American numbers:

A violent crime is committed in the United States every 24 seconds;

A person is robbed every 58 seconds;

A woman is raped every 6 minutes;

Someone is murdered every 23 minutes.

Late on the afternoon of April 22, 1974, three Air Force enlisted men broke into a stereo shop in Ogden, Utah. While one of the airmen loaded appliances from the store into a van, the other two took the employes -- manager Stan Walker, 20, and saleswoman Michelle Ansley, 18 -- into the basement and tied them up.

Cortney Naisbitt, 16, walked into the store. He, too, was taken to the basement and bound.

Later, Orren Walker, checking on why his son hadn't come home from work, was taken prisoner. Later still, Carol Naisbitt, looking for her son, walked in and was taken.

In the course of the robbery, Ansley was stripped and raped. She and the other four prisoners were forced to drink a liquid drain cleaner, then shot in the head. Orren Walker also was choked with a cord, then had a ballpoint pen kicked through his ear and into his throat.

At about 10:30 that night, police were called to investigate "unknown trouble" at the shop. They found the two young employes, Stan Walker and Michelle Ansley, dead. Orren Walker and Carol and Cortney Naisbitt were taken to area hospitals.

Carol Naisbitt died that night. Orren Walker recovered. The doctors thought Cortney Naisbitt's case hopeless, that he was sure to die.

They were wrong. He was in a coma for four weeks, in the hospital for seven months, but he survived.

Gary Kinder's "Victim: The Other Side of Murder" is Cortney Naisbitt's story. It is the story of how his father, obstetrician Dr. Byron Naisbitt, his two brothers and sister, rallied around Cortney, how they, along with heroic efforts by physicians and staff at two Ogden hospitals, helped pull him through his crisis.

"Victim" is, in many ways, a mirror of Truman Capote's "In Cold Blood" in its intensity and the feeling of "being there" -- in the basement during the murders, in the hospital, in the morgue. But there is an important difference. In Kinder's book that focus is on the victims, not the murderers.

In "Victim" it is not the prose that rivets our attention: It is the story itself, and it is to Kinder's credit that he puts the story first. His writing style is clear and straightforward, and he pulls his readers into the story with a crisp, stark narrative and the actual words of the members of the Naisbitt family.

Dr. Byron Naisbitt, heading home from the hospital morgue: "No one was going to greet me and no one was going to be there . . . I went into the house and everything from one standpoint or another reminded me . . . Her house, her closet full of clothes, everything in the house was just her . . . It's just empty. And your life is empty with it."

The Naisbitts, before the crime, were Every Family. They were all of us, the way we might like to be, a Norman Rockwell family. Author Kinder does nothing to deny the reader this connection, but the reader is the one who makes it: What happened to the Naisbitts could happen to any of us.

We are horrified at the crime, infuriated with the perpetrators and moved by numerous incidents during Cortney's recovery.

For several months he was unaware that his mother had died, or even that she had been injured, having blocked the entire event from his memory, his own part in it included.
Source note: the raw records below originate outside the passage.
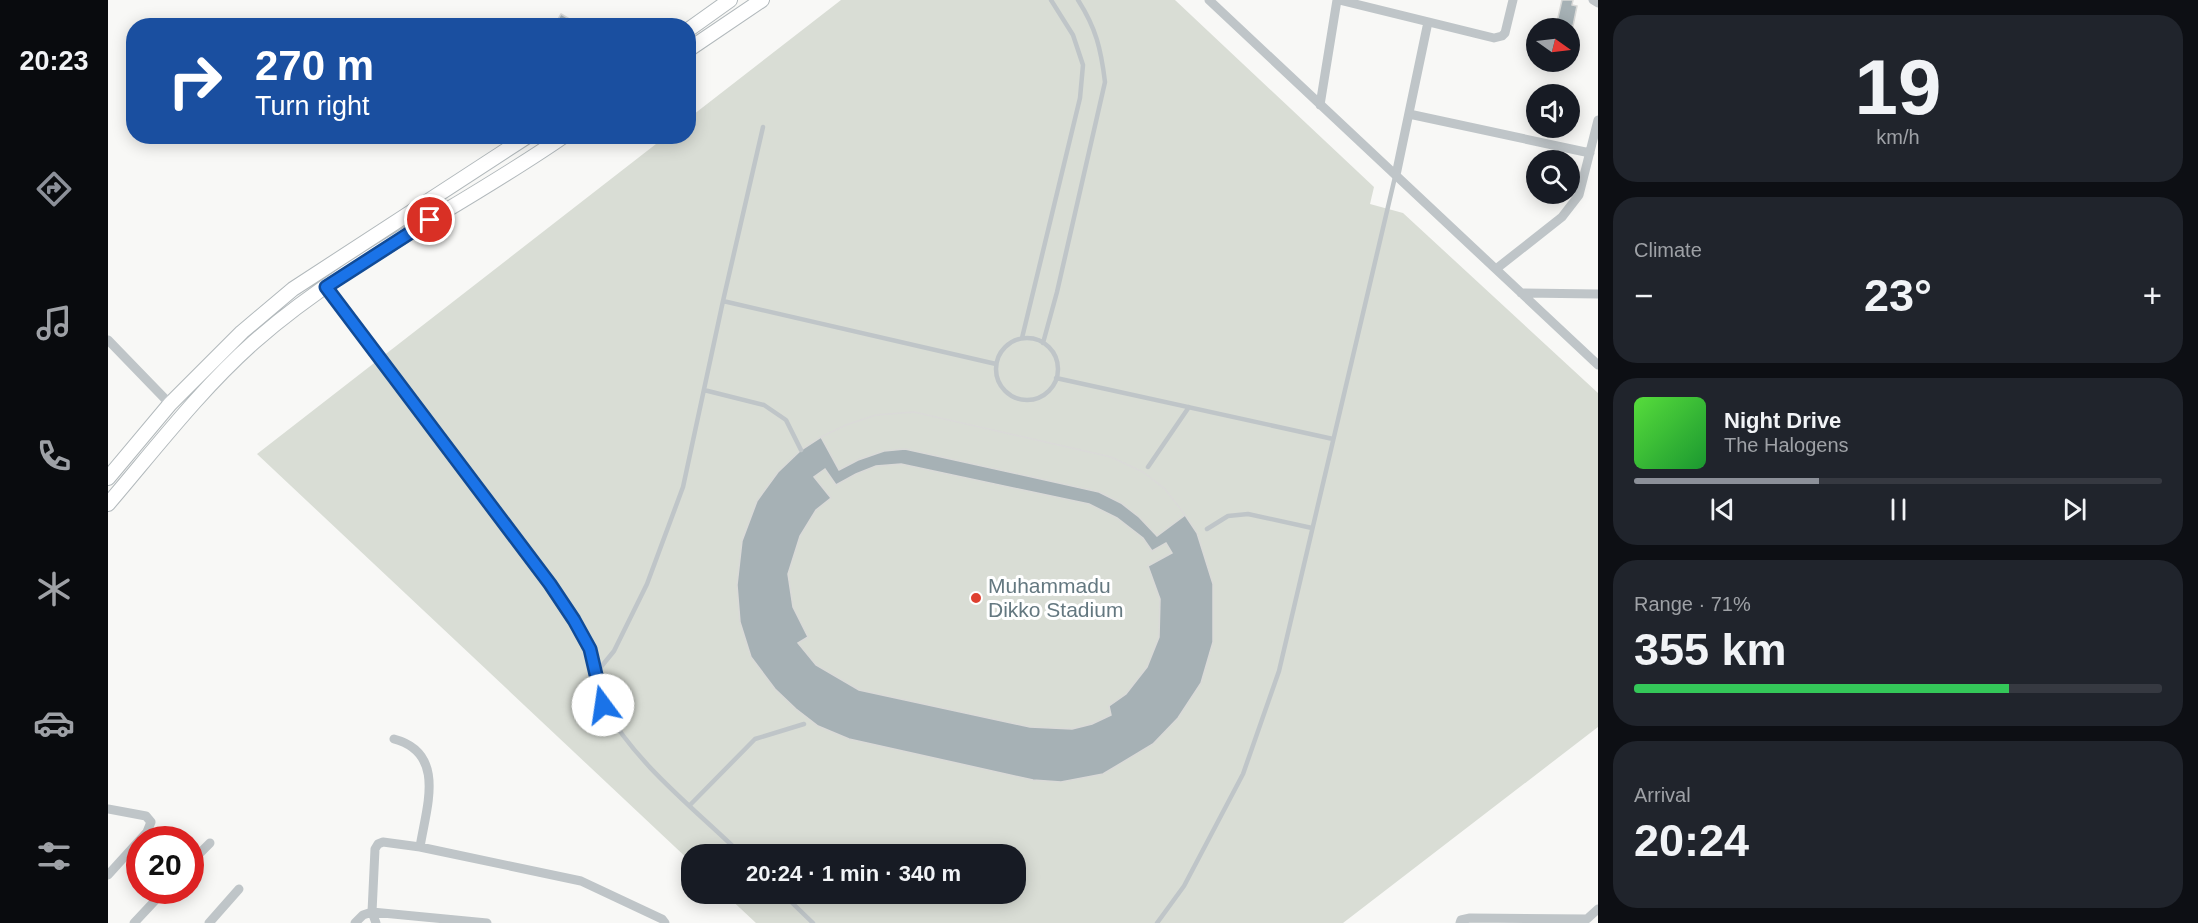 <!DOCTYPE html>
<html lang="en">
<head>
<meta charset="utf-8">
<style>
	:root { --surface:#171b24; --page:#20242c; --text:#f1f3f6; --muted:#9ea1a6; --line:#363941; --accent:#8c9099 }
	body { margin:0; font-family:Arial,sans-serif; background:var(--page); color:var(--text); height:100vh; display:flex; flex-direction:column; font-size:22px; white-space:nowrap }
	* { box-sizing:border-box; margin:0 }
	p { font-size:20px; color:var(--muted) }
	.icon { flex:none; width:33px; height:33px; fill:none; stroke:currentColor; stroke-width:2; stroke-linecap:round; stroke-linejoin:round }
	.map { position:relative; flex:1; overflow:hidden }
	.sheet { display:flex; flex-direction:column; gap:15px; padding:15px; background:#0d0f14; width:600px }
	.sheet>* { flex:none }
	.guide { position:absolute; left:18px; top:18px; width:570px; height:126px; border-radius:24px; box-shadow:0 3px 15px #0003; background:#1a4fa0; color:#fff; overflow:hidden }
	.needle { width:39px; rotate:104deg }
	.fabs { position:absolute; left:1418px; top:18px; display:grid; gap:12px }
	.fabs a { display:grid; place-items:center; width:54px; height:54px; border-radius:50%; background:var(--surface); box-shadow:0 3px 15px #0003; font-size:30px }
	.speed { position:absolute; left:18px; top:826px; display:flex; gap:12px; font-size:30px; font-weight:700; text-align:center }
	.speed>* { display:grid; place-content:center; width:78px; height:78px; border-radius:50%; background:var(--surface); box-shadow:0 3px 15px #0003; line-height:1 }
	.speed .limit { border:9px solid #d22; background:#fff; color:#111 }
	.pin { position:absolute; display:grid; place-items:center; width:51px; height:51px; color:#fff; margin:-26px; border:3px solid #fff; border-radius:50%; box-shadow:0 2px 6px #0007 }
	.me { position:absolute; width:66px; margin:-33px; rotate:346deg; stroke-linejoin:round; filter:drop-shadow(0 0 4px #0008) }
	.turn { display:flex; align-items:center; gap:21px; height:126px; padding:0 30px; font-size:27px }
	.turn .icon { width:78px; height:78px; stroke-width:2.5 }
	.turn b { display:block; font-size:42px; line-height:51px }
	.big { font-size:45px; font-weight:700; line-height:1.1 }
	.sheet .tile { flex:1; display:flex; flex-direction:column; justify-content:center; gap:9px; min-width:0; padding:0 21px; border-radius:24px; background:var(--page) }
	.sheet .dial { align-items:center; gap:0 }
	.dial b { font-size:78px; line-height:1 }
	.song { display:flex; align-items:center; gap:18px }
	.cover { width:72px; height:72px; border-radius:9px; background:linear-gradient(135deg,hsl(110 70% 55%),hsl(130 70% 35%)) }
	.played { height:6px; border-radius:3px; background:linear-gradient(90deg,var(--accent) 35%,var(--line) 35%) }
	.keys { display:flex; justify-content:space-around; direction:ltr }
	.heat { display:flex; justify-content:space-between; align-items:center; font-size:33px; direction:ltr }
	.charge { height:9px; border-radius:4px; background:linear-gradient(90deg,#34c759 71%,var(--line) 0) }
	.trip { position:absolute; left:573px; top:844px; width:345px; height:60px; border-radius:24px; background:var(--surface); box-shadow:0 3px 15px #0003; font-weight:700; line-height:60px; text-align:center }
	main { display:flex; flex:1; min-height:0 }
	.dock { display:flex; flex-direction:column; width:108px; justify-content:space-around; align-items:center; background:#090b0e; color:var(--muted) }
	.dock .icon { width:42px; height:42px }
	.dock .current { color:var(--accent) }
	.dock b { font-size:27px; color:var(--text) }
	.map>svg:first-child { display:block }
	.green { fill:#d9ddd5 }
	.building { fill:#a6b1b5; stroke:#dadad8; stroke-width:1.5; fill-rule:evenodd }
	.lines { fill:none; stroke-linecap:round; stroke-linejoin:round }
	.secondary-casing { stroke:#b2b9bc; stroke-width:16 }
	.lane { stroke:#bfc5c8; stroke-width:4.5 }
	.street { stroke:#bfc5c8; stroke-width:9 }
	.secondary { stroke:#fff; stroke-width:14 }
	.route-casing { stroke:#114b97; stroke-width:15 }
	.route { stroke:#1a73e8; stroke-width:10 }
	.poi-dot { fill:#de3f2f; stroke:#fff; stroke-width:2 }
	.labels { text-anchor:middle; stroke-width:6; stroke-linejoin:round; paint-order:stroke }
	.poi-label { font-size:21px; fill:#647880; stroke:#fff; text-anchor:start }
</style>
</head>
<body>
<main>
<nav class="dock">
<b>20:23</b>
<svg class="icon current" aria-label="directions" viewBox="0 0 24 24"><path d="M12 3l9 9-9 9-9-9zM9 14v-3h6M13 9l2 2-2 2"/></svg>
<svg class="icon" aria-label="music" viewBox="0 0 24 24"><path d="M9 18V5l10-2v13"/><circle cx="6" cy="18" r="3"/><circle cx="16" cy="16" r="3"/></svg>
<svg class="icon" aria-label="phone" viewBox="0 0 24 24"><path d="M5 4h4l2 5-3 2q2 4 5 5l2-3 5 2v4C11 20 4 13 5 4z"/></svg>
<svg class="icon" aria-label="climate" viewBox="0 0 24 24"><path d="M12 3v18M4 7l16 10M4 17L20 7"/></svg>
<svg class="icon" aria-label="car" viewBox="0 0 24 24"><path d="M5 17H2v-5l4-1 3-4h7l3 4 3 1v5h-3M9 17h6M6 11h13"/><circle cx="7" cy="17" r="2"/><circle cx="17" cy="17" r="2"/></svg>
<svg class="icon" aria-label="filters" viewBox="0 0 24 24"><path d="M4 7h16M4 17h16"/><circle cx="9" cy="7" r="2"/><circle cx="15" cy="17" r="2"/></svg>
</nav>
<div class="map">
<svg width="1490" height="923" viewBox="0 0 1490 923">
	<rect width="100%" height="100%" fill="#f8f8f6"/>
	<path class="green" d="M733 0H1067L1266 187 1262 204 1295 213 1490 393V727L1235 923H648L617 894H908V855H584L583 862 149 454 557 137 580 136 581 118Z"/>
	<path class="building" d="M1454 0H1465L1464 5 1469 6 1465 26 1449 22Z
		M453 14 470 24 469 26H446Z
		M806 412 1003 457 1035 472 1057 489 1077 515 1089 533 1105 584V642L1093 683 1070 718 1045 744 995 774 953 782 925 780 741 739 710 726 688 709 667 689 643 657 632 622 629 585 634 541 649 501 670 472 693 450 713 437 738 425 768 415ZM793 464 981 504 1009 518 1035 538 1044 551 1058 543 1064 553 1040 566 1052 599 1051 637 1039 667 1018 694 1001 706 1003 715 984 724 964 729 922 727 751 690 708 665 690 643 700 637 685 607 680 574 692 536 708 510 723 498 706 477 717 469 728 485 748 474 768 466Z
		M806 412 1003 457 1035 472 1057 489 1077 515 1049 536 1031 517 1013 503 991 492 797 449 776 451 750 460 731 470 713 437 738 425 768 415Z"/>
	<g class="lines">
		<g class="secondary-casing">
			<path id="secondary" d="M580 30 622 0
				M580 50 654 0
				M0 478 62 404 134 332 185 289 420 136
				M0 504C47 449 92 390 146 342 239 260 354 207 456 136"/>
		</g>
		<path class="lane" d="M218 287 442 584C456 605 473 627 482 651 488 669 488 692 497 708 529 765 588 810 634 855
			M615 301 888 364
			M888 369a31 31 0 1 1 62 0a31 31 0 1 1-62 0Z
			M914 338 972 98 975 65 965 35 943 0
			M935 343 949 292 997 82C993 49 988 28 970 0
			M948 378 1225 439
			M596 390 656 405 678 420 693 450
			M1040 467 1081 407
			M1099 529 1120 516 1140 514 1204 528
			M488 673 506 651 539 584 575 487 615 301 655 127
			M582 805 647 739 696 724
			M675 894 705 923
			M1049 923 1076 886 1135 774 1171 671 1287 177"/>
		<path class="street" d="M1101 0 1490 365
			M1231 0 1386 38 1394 36 1397 33 1405 0
			M1485 0 1490 3
			M1212 105 1229 0
			M1301 114 1482 153
			M1288 175 1320 22
			M1388 269 1454 217 1471 195 1490 120
			M1413 293 1490 294
			M0 340 62 404
			M286 739C339 753 318 808 312 847
			M0 809 38 816 43 822 39 832 0 875
			M82 863 102 843
			M26 923 56 891
			M101 923 131 889
			M247 923 255 915 264 912 267 849 270 844 275 842 312 847 473 881 554 919 557 923
			M268 923 264 912 379 923
			M1352 923 1353 920 1362 918 1479 919 1490 909"/>
		<use href="#secondary" class="secondary"/>
	</g>
	<g class="lines">
		<g class="route-casing">
			<path id="route" d="M322 220 218 287 442 584 466 620 482 649 495 705"/>
		</g>
		<use href="#route" class="route"/>
	</g>
	<circle class="poi-dot" cx="868" cy="598" r="6"/>
	<g class="labels">
		<g class="poi-label">
			<text x="880" y="593">Muhammadu<tspan x="880" dy="24">Dikko Stadium</tspan></text>
		</g>
	</g>
</svg>
<div class="fabs">
<a><svg class="needle" viewBox="-14 -14 28 28"><path d="M0-13l5 13h-10z" fill="#e53935"/><path d="M0 13l5-13h-10z" fill="#9ea1a6"/></svg></a>
<a><svg class="icon" aria-label="sound" viewBox="0 0 24 24"><path d="M4 9h4l5-4v14l-5-4H4zM17 9q2 3 0 6"/></svg></a>
<a><svg class="icon" aria-label="search" viewBox="0 0 24 24"><circle cx="10" cy="10" r="6"/><path d="M15 15l6 6"/></svg></a>
</div>
<div class="speed"><div class="limit">20</div></div>
<div class="pin" style="left:322px;top:220px;background:#d93025"><svg class="icon" aria-label="arrive" viewBox="0 0 24 24"><path d="M6 21V4h12l-3 4 3 4H6"/></svg></div>
<svg class="me" style="left:495px;top:705px" viewBox="-20 -20 40 40"><circle r="19" fill="#fff"/><path d="M0-13L10 11 0 6-10 11z" fill="#1a73e8"/></svg>
<div class="trip">20:24 · 1 min · 340 m</div>
<div class="guide">
<div class="turn"><svg class="icon" aria-label="right" viewBox="0 0 24 24"><path d="M7 20v-9h11M14 6l5 5-5 5"/></svg><div><b>270 m</b>Turn right</div></div>
</div>
</div>
<section class="sheet">
<div class="tile dial"><b>19</b><p>km/h</p></div>
<div class="tile"><p>Climate</p>
<div class="heat"><a>−</a><b class="big">23°</b><a>+</a></div>
</div>
<div class="tile">
<div class="song"><i class="cover"></i><div><b>Night Drive</b><p>The Halogens</p></div></div>
<div class="played"></div>
<div class="keys"><svg class="icon" aria-label="previous" viewBox="0 0 24 24"><path d="M18 5L8 12l10 7zM5 5v14"/></svg><svg class="icon" aria-label="pause" viewBox="0 0 24 24"><path d="M8 5v14M16 5v14"/></svg><svg class="icon" aria-label="next" viewBox="0 0 24 24"><path d="M6 5l10 7-10 7zM19 5v14"/></svg></div>
</div>
<div class="tile"><p>Range · 71%</p><b class="big">355 km</b><div class="charge"></div></div>
<div class="tile"><p>Arrival</p><b class="big">20:24</b></div>
</section>
</main>
</body>
</html>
On one of his first trips out of the hospital, Cortney asked:

" 'Where's Mom? How come she never comes to see me?'

" 'Cortney, your mother was in the same accident as you, and she's not as well off as you are.'

" 'Well, if she can't come and see me, can I go and see her?'

" 'You really don't remember, do you, son?' "

"Cortney shook his head, looking at his father and waiting.

" 'Your mother's dead, Cortney.'

"For a moment Cortney just stared at his father. 'Oh, no,' he said finally. 'No she isn't.'

" 'She really is,' said his father, 'and we have to face the fact that she's gone.'

" 'No she isn't,' he cried. 'She isn't gone.' "

Toward the end of Cortney's hospitalization, the three airmen were arrested, charged and tried. Two were convicted of murder and aggravated robbery. The third was convicted on two counts of robbery.

On the day the two killers were sentenced to die, Cortney was released from the hospital. He returned to high school and, on May 27, 1976, he graduated.

Kinder's epilogue tells what has happened to the Naisbitt family and the killers. Cortney works at Hill Air Force Base as a computer programmer. His father has remarried.

The convicted killers are in Utah State Prison. According to Kinder, who is a lawyer, there is a 50-50 chance their sentences will be commuted to life imprisonment, making them eligible for parole.